⟨

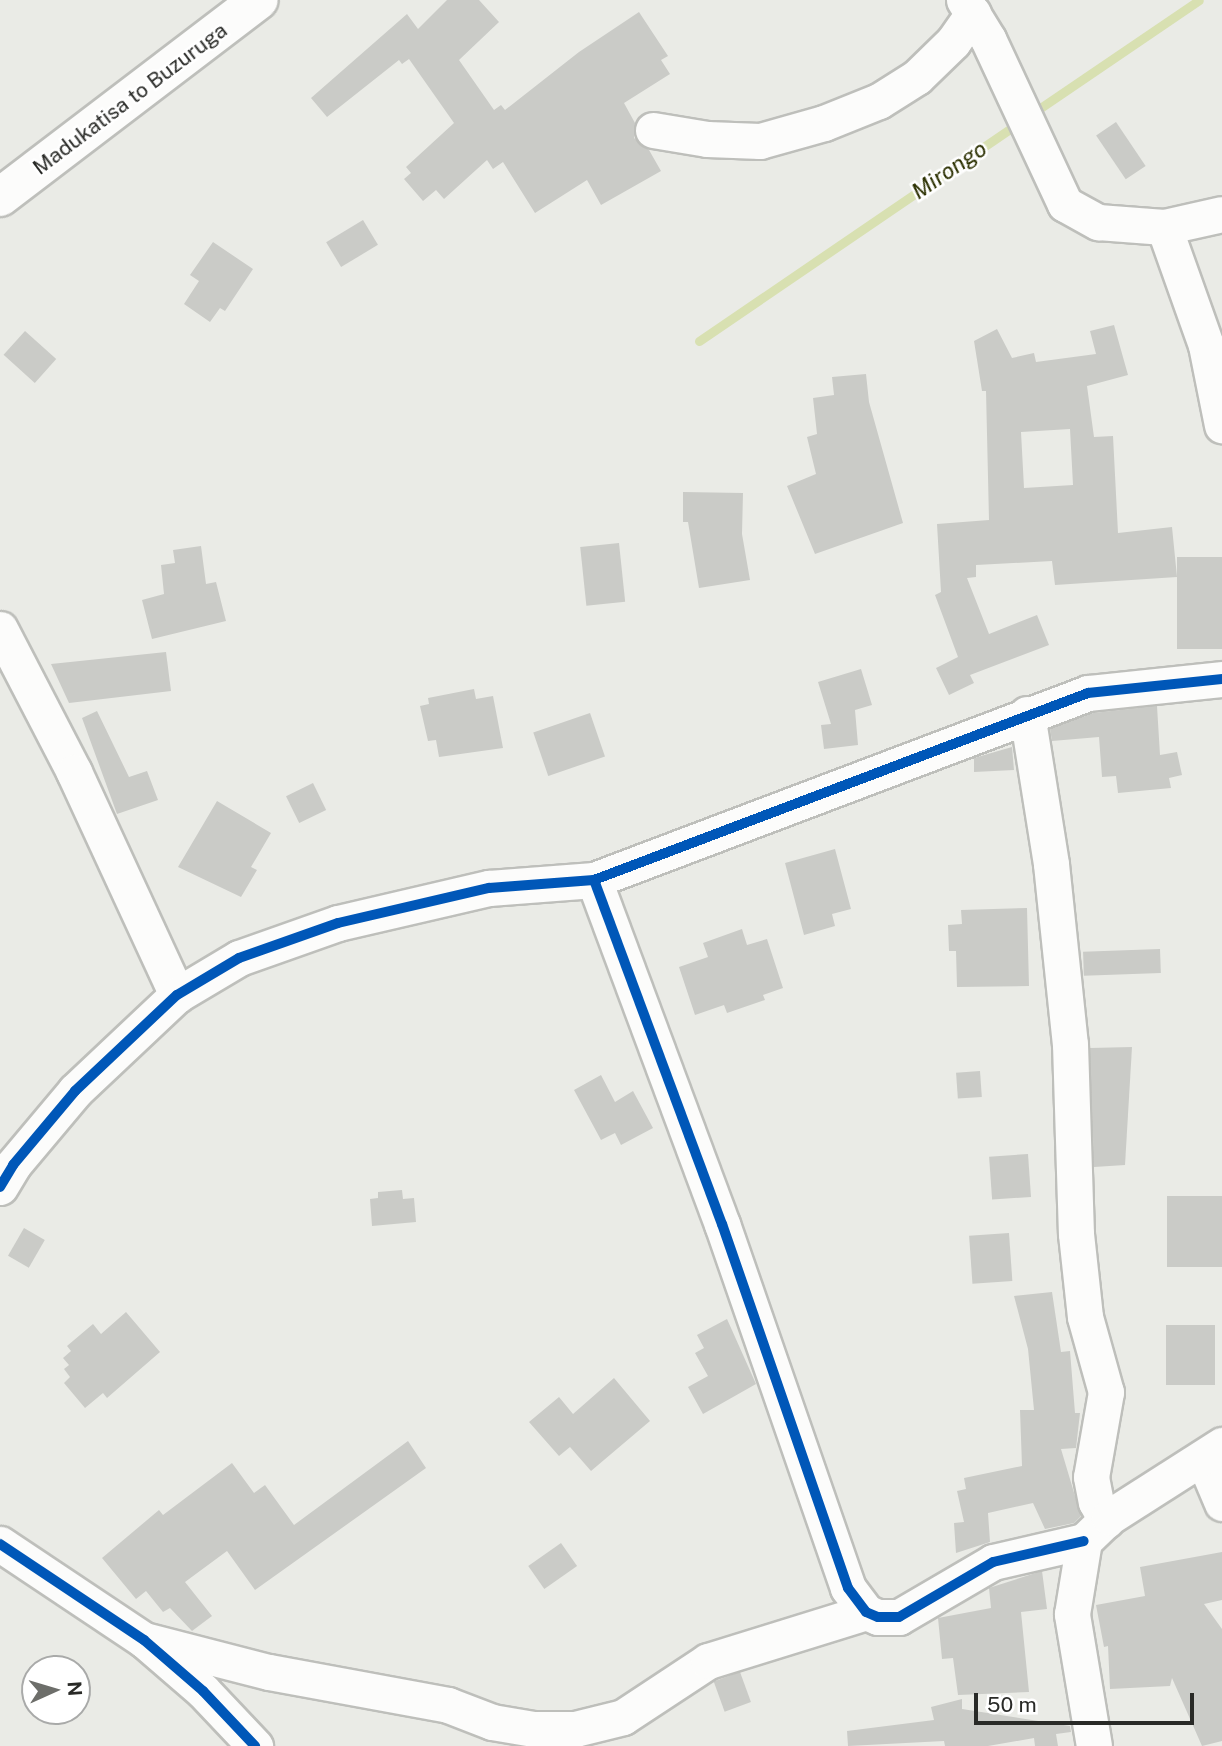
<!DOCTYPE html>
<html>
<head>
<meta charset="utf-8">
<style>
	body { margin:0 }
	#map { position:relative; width:1222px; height:1746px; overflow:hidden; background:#eaebe6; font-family:"Public Sans",sans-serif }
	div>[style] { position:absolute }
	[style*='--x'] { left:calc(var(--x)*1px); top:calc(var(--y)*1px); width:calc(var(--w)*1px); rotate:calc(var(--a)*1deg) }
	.stream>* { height:9px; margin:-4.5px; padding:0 4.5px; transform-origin:4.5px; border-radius:4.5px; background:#d8e0b1 }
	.building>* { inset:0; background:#cacbc7; transform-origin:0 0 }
	.roads { filter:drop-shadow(2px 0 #bebfbb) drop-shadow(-2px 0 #bebfbb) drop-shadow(0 2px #bebfbb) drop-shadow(0 -2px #bebfbb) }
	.minor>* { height:35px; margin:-17.5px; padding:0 17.5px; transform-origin:17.5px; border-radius:17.5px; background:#fcfcfb }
	.major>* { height:38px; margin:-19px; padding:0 19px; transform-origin:19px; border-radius:19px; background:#fcfcfb }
	.cycleway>* { height:10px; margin:-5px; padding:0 5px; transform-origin:5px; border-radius:5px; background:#0057b8 }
	span { translate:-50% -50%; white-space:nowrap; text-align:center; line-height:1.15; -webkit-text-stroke:5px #fff; paint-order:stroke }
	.street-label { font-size:21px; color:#292a27 }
	.water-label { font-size:23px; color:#2b3000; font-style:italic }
	.north { position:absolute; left:21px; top:1655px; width:70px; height:70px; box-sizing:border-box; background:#fff; border:2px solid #a9aaa9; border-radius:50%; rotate:86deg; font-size:19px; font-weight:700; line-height:28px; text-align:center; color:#292a27 }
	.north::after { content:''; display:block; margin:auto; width:24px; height:32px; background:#6d6e6a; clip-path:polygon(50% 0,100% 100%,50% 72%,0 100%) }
	.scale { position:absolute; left:974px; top:1693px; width:220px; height:32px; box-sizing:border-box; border:4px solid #292a27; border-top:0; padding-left:9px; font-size:21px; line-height:24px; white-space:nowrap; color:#292a27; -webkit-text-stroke:5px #fff; paint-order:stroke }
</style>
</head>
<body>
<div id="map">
	<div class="stream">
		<div style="--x:1030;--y:115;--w:204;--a:-34.2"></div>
		<div style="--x:699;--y:341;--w:386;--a:-34.3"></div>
	</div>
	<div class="building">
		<div style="clip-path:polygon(447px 0,479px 0,499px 22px,459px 60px,494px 110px,501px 105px,505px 110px,579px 52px,639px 12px,668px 56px,661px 60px,670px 74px,624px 103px,635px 123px,634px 138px,649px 150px,661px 171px,601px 205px,587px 180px,535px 213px,503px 162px,493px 169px,487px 160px,444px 199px,436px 190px,423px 201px,404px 179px,411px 173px,406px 167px,454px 123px,409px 59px,402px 64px,399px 60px,327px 117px,311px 98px,407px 14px,418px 29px)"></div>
		<div style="left:1116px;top:122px;width:53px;height:24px;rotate:56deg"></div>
		<div style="left:363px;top:220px;width:29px;height:43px;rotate:59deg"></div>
		<div style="clip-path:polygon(213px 242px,253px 269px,225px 311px,220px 308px,210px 322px,184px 304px,199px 281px,190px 275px)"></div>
		<div style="clip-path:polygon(evenodd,1114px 325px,1128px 375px,1087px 386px,1094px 437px,1113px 436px,1118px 533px,1172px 527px,1177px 577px,1055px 585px,1052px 561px,976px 565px,976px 577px,967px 578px,989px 634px,1037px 615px,1049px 645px,970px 675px,974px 683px,949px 695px,936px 668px,958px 657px,935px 595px,941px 592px,937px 524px,989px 520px,986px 391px,982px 391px,974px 341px,997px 329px,1012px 358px,1034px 353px,1036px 362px,1096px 354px,1090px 331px,1114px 325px,1070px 429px,1073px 485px,1024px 488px,1021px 432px,1070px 429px)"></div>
		<div style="left:25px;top:331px;width:42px;height:32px;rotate:42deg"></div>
		<div style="clip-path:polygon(866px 374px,869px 402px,903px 523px,815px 554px,787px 486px,816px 474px,807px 437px,817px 434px,813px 398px,834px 395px,832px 377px)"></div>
		<div style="clip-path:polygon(683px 492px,743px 493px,742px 534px,750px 580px,699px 588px,688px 522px,683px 522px)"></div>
		<div style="left:619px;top:543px;width:59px;height:39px;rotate:84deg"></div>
		<div style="clip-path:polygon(201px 546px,206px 584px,216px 582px,226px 621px,152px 639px,142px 600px,164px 594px,161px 565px,175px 563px,173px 550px)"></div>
		<div style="left:1222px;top:557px;width:92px;height:45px;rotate:90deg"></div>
		<div style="clip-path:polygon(166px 652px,171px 691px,69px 703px,51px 664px)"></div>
		<div style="clip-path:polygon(861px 669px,872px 705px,855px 710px,858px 745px,824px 749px,821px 725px,831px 724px,818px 682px)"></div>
		<div style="clip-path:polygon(474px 689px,476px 699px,493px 696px,503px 748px,439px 757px,436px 740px,428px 741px,420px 706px,429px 704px,428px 698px)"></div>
		<div style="clip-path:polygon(1157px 706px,1160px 755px,1177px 752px,1182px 775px,1169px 778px,1171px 788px,1118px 793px,1116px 776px,1102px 777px,1099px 737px,1052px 741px,1050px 729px,1093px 713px)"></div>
		<div style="clip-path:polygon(97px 711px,129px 777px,147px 771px,158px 800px,117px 814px,82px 718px)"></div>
		<div style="left:590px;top:713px;width:46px;height:60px;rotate:71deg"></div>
		<div style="clip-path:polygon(1012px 747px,1014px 770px,974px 772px,974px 758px)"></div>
		<div style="left:313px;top:783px;width:30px;height:30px;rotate:64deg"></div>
		<div style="clip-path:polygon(217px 801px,271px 833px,251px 867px,257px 870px,241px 897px,178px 867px)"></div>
		<div style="clip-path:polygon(835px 849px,851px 909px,832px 914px,835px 926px,804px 935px,785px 863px)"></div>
		<div style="clip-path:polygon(1027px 908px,1029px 986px,957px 987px,956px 951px,949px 951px,948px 925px,962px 924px,961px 910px)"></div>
		<div style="clip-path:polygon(742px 929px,747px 945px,767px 939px,783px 988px,763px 995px,765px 1000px,727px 1013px,724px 1005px,695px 1015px,679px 967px,708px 957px,703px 943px)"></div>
		<div style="left:1160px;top:949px;width:24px;height:77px;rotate:88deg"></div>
		<div style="clip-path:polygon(1132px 1047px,1125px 1165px,1094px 1167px,1090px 1048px)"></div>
		<div style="left:980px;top:1071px;width:26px;height:24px;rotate:86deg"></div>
		<div style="clip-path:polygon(601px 1075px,615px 1102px,633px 1091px,653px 1128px,621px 1145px,615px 1133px,601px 1140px,574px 1090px)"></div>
		<div style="left:1028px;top:1154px;width:43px;height:39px;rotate:86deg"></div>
		<div style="clip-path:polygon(402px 1190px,403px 1199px,414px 1198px,416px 1222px,372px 1226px,370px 1199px,378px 1198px,378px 1192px)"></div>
		<div style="left:1222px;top:1196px;width:71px;height:55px;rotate:90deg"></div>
		<div style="left:24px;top:1228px;width:24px;height:32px;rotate:30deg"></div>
		<div style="left:1009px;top:1233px;width:48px;height:40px;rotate:86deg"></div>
		<div style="clip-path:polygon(1052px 1292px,1061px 1352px,1070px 1351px,1075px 1413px,1080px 1413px,1076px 1448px,1061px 1449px,1081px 1516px,1074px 1523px,1045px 1529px,1033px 1503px,988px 1513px,990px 1542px,956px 1553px,954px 1523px,964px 1522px,957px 1491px,966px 1489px,964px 1478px,1022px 1466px,1020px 1410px,1034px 1410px,1028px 1349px,1014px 1296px)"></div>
		<div style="clip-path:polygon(126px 1312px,160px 1352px,107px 1398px,103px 1393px,85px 1408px,64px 1383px,70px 1377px,64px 1369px,69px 1365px,63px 1358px,71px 1351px,67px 1346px,93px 1324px,101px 1334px)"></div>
		<div style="clip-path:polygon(727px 1319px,756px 1384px,703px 1414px,688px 1387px,708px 1376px,695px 1353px,704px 1348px,697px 1335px)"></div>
		<div style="left:1166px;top:1325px;width:49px;height:60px"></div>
		<div style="clip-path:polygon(614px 1378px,650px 1421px,591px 1471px,570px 1447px,559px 1456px,529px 1422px,559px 1397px,573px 1414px)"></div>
		<div style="clip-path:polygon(408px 1441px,426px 1468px,255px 1590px,227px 1551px,185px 1582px,212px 1616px,192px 1631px,170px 1608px,163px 1612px,146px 1591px,136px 1599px,102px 1558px,159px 1510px,163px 1515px,232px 1463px,254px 1493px,265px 1485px,294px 1525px)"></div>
		<div style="left:561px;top:1543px;width:28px;height:40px;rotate:55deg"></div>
		<div style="clip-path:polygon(1222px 1552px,1222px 1600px,1204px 1604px,1222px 1629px,1222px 1741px,1202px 1746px,1172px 1678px,1170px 1686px,1110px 1689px,1108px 1646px,1104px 1647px,1096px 1605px,1145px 1596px,1140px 1567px)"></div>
		<div style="clip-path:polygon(1042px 1571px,1047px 1609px,1021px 1612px,1029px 1692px,958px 1695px,953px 1658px,942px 1659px,938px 1618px,991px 1608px,989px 1588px)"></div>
		<div style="left:740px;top:1672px;width:32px;height:28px;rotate:70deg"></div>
		<div style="clip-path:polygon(962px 1699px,962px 1709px,1070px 1726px,1071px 1732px,1056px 1734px,1058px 1746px,1035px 1746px,1034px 1738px,988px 1746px,945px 1746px,944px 1741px,848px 1746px,847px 1731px,934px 1720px,931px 1707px)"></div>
	</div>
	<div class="roads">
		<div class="minor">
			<div style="--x:964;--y:0;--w:46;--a:58.4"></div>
			<div style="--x:988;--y:39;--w:182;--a:65"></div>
			<div style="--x:1065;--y:204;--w:38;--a:29"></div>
			<div style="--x:1098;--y:222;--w:66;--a:4.3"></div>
			<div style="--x:1164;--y:227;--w:59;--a:-12.6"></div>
			<div style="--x:653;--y:130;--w:55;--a:9.5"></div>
			<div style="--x:707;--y:139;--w:53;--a:2.2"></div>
			<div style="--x:760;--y:141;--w:66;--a:-15.7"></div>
			<div style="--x:824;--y:123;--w:59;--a:-21.8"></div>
			<div style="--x:879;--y:101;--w:45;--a:-32.3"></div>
			<div style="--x:917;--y:77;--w:50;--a:-44.2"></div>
			<div style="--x:953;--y:42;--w:35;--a:-55"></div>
			<div style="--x:1164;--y:227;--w:125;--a:70.4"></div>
			<div style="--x:1206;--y:345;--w:82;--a:78.7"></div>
			<div style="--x:0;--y:629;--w:161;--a:62.6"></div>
			<div style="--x:74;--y:772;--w:246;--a:65.2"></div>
			<div style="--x:1027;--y:714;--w:152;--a:80.9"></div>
			<div style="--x:1051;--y:864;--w:181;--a:84"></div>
			<div style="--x:1070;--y:1044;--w:190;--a:88.2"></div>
			<div style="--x:1076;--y:1234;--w:83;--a:83.8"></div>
			<div style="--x:1085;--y:1317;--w:78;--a:74.4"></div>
			<div style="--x:1106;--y:1392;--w:86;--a:100"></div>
			<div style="--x:1091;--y:1477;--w:25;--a:79"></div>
			<div style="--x:1096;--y:1502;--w:21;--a:61"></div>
			<div style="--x:594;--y:880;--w:367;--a:69.6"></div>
			<div style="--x:722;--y:1224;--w:385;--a:70.9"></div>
			<div style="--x:848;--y:1588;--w:30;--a:53"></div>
			<div style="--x:866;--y:1612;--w:13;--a:23"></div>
			<div style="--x:878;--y:1617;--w:21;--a:0"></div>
			<div style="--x:899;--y:1617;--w:109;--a:-30.3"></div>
			<div style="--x:993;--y:1562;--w:93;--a:-13"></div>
			<div style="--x:0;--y:1187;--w:26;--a:-59"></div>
			<div style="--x:13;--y:1165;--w:97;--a:-50"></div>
			<div style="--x:75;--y:1091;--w:140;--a:-43.3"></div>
			<div style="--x:177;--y:995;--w:72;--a:-30.8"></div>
			<div style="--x:239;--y:958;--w:105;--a:-19.5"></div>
			<div style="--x:338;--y:923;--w:155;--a:-13.1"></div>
			<div style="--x:489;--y:888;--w:105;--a:-4.4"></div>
			<div style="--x:594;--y:880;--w:528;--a:-20.73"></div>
			<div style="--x:1088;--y:693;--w:135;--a:-6"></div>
			<div style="--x:1203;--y:1458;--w:49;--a:67.1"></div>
			<div style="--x:0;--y:1544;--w:173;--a:33.7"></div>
			<div style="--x:144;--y:1640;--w:78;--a:40.8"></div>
			<div style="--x:203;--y:1691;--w:76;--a:46.6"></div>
			<div style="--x:144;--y:1640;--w:129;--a:14.4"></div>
			<div style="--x:269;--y:1672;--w:182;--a:10.4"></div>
			<div style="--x:448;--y:1705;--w:47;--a:21.1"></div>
			<div style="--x:492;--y:1722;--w:42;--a:9.7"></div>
			<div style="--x:533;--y:1729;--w:42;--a:0"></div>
			<div style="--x:575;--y:1729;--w:49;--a:-14"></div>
			<div style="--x:623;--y:1717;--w:102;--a:-33.4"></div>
			<div style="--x:708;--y:1661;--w:165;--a:-17.2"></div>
			<div style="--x:1094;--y:1746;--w:134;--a:-99.5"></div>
			<div style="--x:1072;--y:1614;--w:74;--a:-80.7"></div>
			<div style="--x:1084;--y:1541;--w:35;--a:-44"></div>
			<div style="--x:1109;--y:1517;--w:134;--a:-32.5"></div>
		</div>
		<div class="major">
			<div style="--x:0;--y:197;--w:325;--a:-37.3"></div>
		</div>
	</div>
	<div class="cycleway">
		<div style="--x:594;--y:880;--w:367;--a:69.6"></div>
		<div style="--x:722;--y:1224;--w:385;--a:70.9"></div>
		<div style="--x:848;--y:1588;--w:30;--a:53"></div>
		<div style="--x:866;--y:1612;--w:13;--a:23"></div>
		<div style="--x:878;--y:1617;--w:21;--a:0"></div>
		<div style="--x:899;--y:1617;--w:109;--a:-30.3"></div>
		<div style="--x:993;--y:1562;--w:93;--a:-13"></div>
		<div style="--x:0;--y:1187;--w:26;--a:-59"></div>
		<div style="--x:13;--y:1165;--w:97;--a:-50"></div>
		<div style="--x:75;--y:1091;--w:140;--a:-43.3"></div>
		<div style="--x:177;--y:995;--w:72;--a:-30.8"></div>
		<div style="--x:239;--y:958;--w:105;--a:-19.5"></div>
		<div style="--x:338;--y:923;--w:155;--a:-13.1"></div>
		<div style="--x:489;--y:888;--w:105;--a:-4.4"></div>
		<div style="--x:594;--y:880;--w:528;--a:-20.73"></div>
		<div style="--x:1088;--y:693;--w:135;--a:-6"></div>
		<div style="--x:0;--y:1544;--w:173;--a:33.7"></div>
		<div style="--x:144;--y:1640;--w:78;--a:40.8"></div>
		<div style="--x:203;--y:1691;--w:76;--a:46.6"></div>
	</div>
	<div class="street-label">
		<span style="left:130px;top:99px;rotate:-37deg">Madukatisa to Buzuruga</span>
	</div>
	<div class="water-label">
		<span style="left:949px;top:170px;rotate:-34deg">Mirongo</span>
	</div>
	<div class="north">N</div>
	<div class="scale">50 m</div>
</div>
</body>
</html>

⟩

## REQUIRED ACTION
Reproduce only the lines above spanning from the line containing "height:35px; margin:-17.5px; padding:0" through the line containing "translate:-50% -50%; white-space:nowrap;", word for word.

## THE ANSWER
	.minor>* { height:35px; margin:-17.5px; padding:0 17.5px; transform-origin:17.5px; border-radius:17.5px; background:#fcfcfb }
	.major>* { height:38px; margin:-19px; padding:0 19px; transform-origin:19px; border-radius:19px; background:#fcfcfb }
	.cycleway>* { height:10px; margin:-5px; padding:0 5px; transform-origin:5px; border-radius:5px; background:#0057b8 }
	span { translate:-50% -50%; white-space:nowrap; text-align:center; line-height:1.15; -webkit-text-stroke:5px #fff; paint-order:stroke }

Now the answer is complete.